Solving Homogeneous and Heterogeneous Cooperative Tasks with Greedy Sequential Execution

Authors: Shanqi Liu, Dong Xing, Pengjie Gu, Xinrun Wang, Bo An, Yong Liu

ICLR 2024 | Conference PDF | Archive PDF | Plain Text | LLM Run Details

Reproducibility Variable Result LLM Response
Research Type Experimental We evaluated GSE in both homogeneous and heterogeneous scenarios. The results demonstrate that GSE achieves significant improvement in performance across multiple domains, especially in scenarios involving both homogeneous and heterogeneous tasks.
Researcher Affiliation Collaboration Shanqi Liu1, Dong Xing1, Pengjie Gu2, Xinrun Wang2 , Bo An2,3 , Yong Liu1 1Zhejiang University 2Nanyang Technological University 3Skywork AI, Singapore
Pseudocode No The paper describes the proposed method and calculations (e.g., marginal contribution) in text and equations, but it does not include a formally labeled 'Pseudocode' or 'Algorithm' block.
Open Source Code No The paper does not include any explicit statement about releasing open-source code for the described methodology or provide a link to a code repository.
Open Datasets Yes The experiments are conducted based on MAgent (Zheng et al., 2018) and Overcooked (Sarkar et al., 2022).
Dataset Splits No The paper does not explicitly provide details about train/validation/test dataset splits (e.g., percentages or sample counts).
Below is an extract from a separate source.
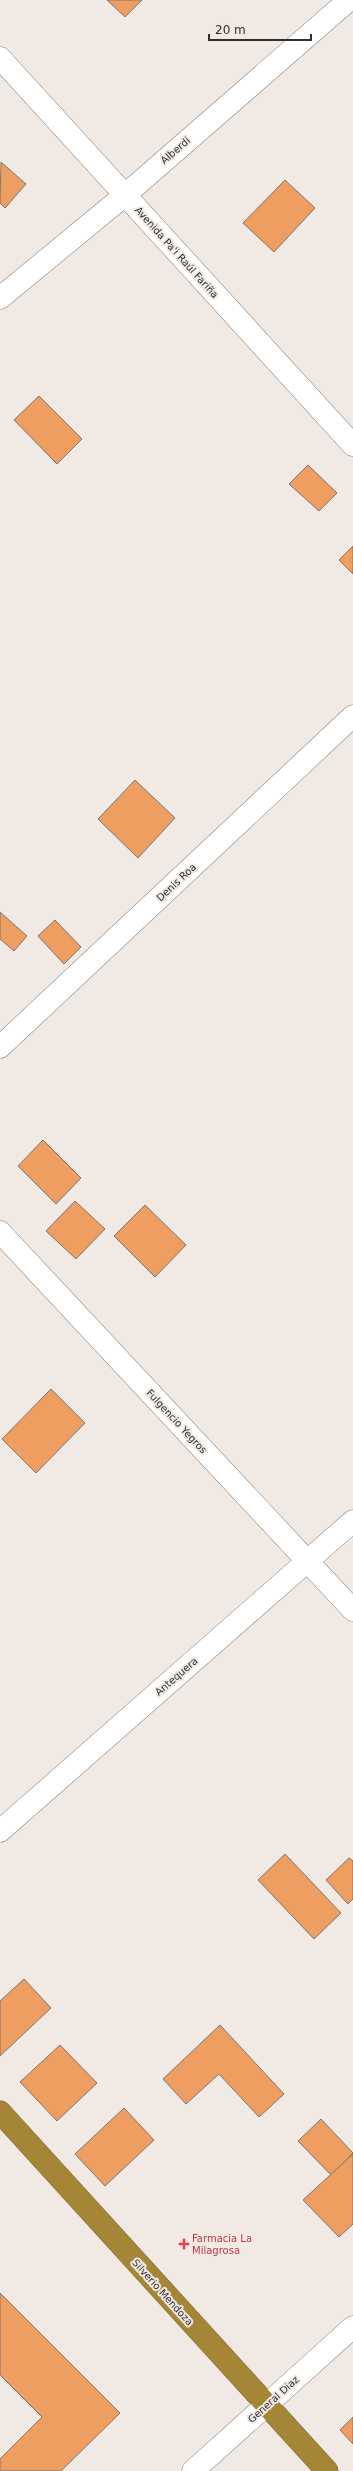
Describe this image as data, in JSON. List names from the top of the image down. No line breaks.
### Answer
{"streets":{"highway":["Silverio Mendoza"],"street":["Alberdi","Avenida Pa'i Raúl Fariña","Denis Roa","Fulgencio Yegros","Antequera","General Diaz"]},"crossings":[["Alberdi","Avenida Pa'i Raúl Fariña"],["Fulgencio Yegros","Antequera"],["Silverio Mendoza","General Diaz"]],"places":{"health":["Farmacia La Milagrosa"]},"scale_bar":"20 m"}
It mentions training parameters but not data partitioning for evaluation.
Hardware Specification Yes All experiments are carried out on the same computer, equipped with Intel(R) Xeon(R) Gold 5218R CPU @ 2.10GHz, 64GB RAM and an NVIDIA RTX3090.
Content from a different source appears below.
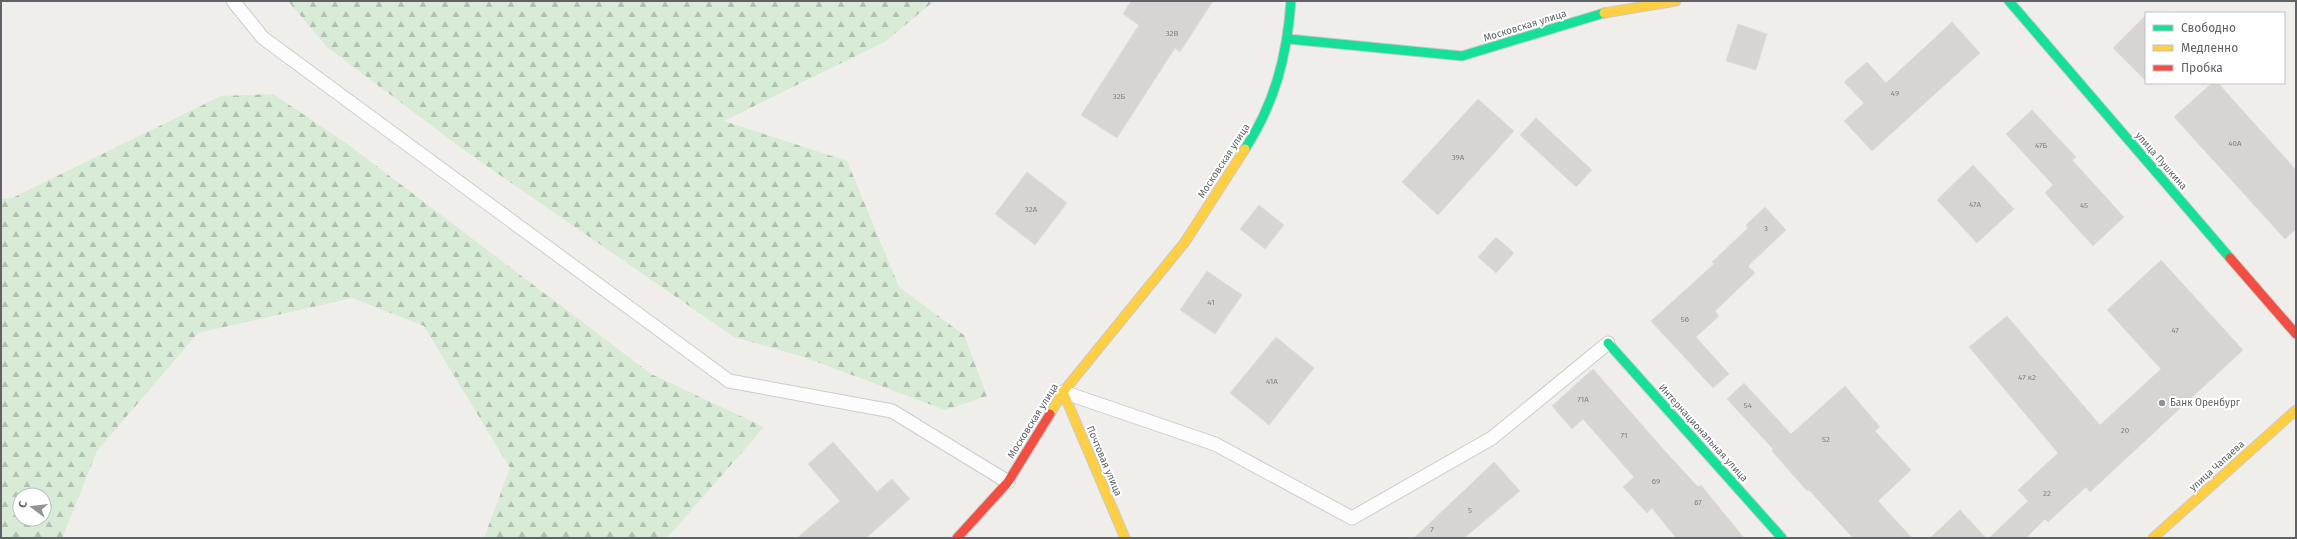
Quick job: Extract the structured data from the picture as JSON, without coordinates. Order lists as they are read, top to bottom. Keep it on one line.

Software Dependencies No The paper mentions 'the framework is Py Torch' but does not specify the version number for PyTorch or any other software dependencies, which is required for reproducibility.
Experiment Setup Yes We set the discount factor as 0.99 and use the RMSprop optimizer with a learning rate of 5e-4 for policy and 1e-3 for the critic. The ϵ-greedy is used for exploration with ϵ annealed linearly from 1.0 to 0.05 in 700k steps. The batch size is 4 and updating the target network every 200 episodes. The length of each episode in MAgent is limited to 100 steps in bridge and 50 for others, except for Multi-XOR which is a single-step game. The sample number M of our method is 5 in all scenarios.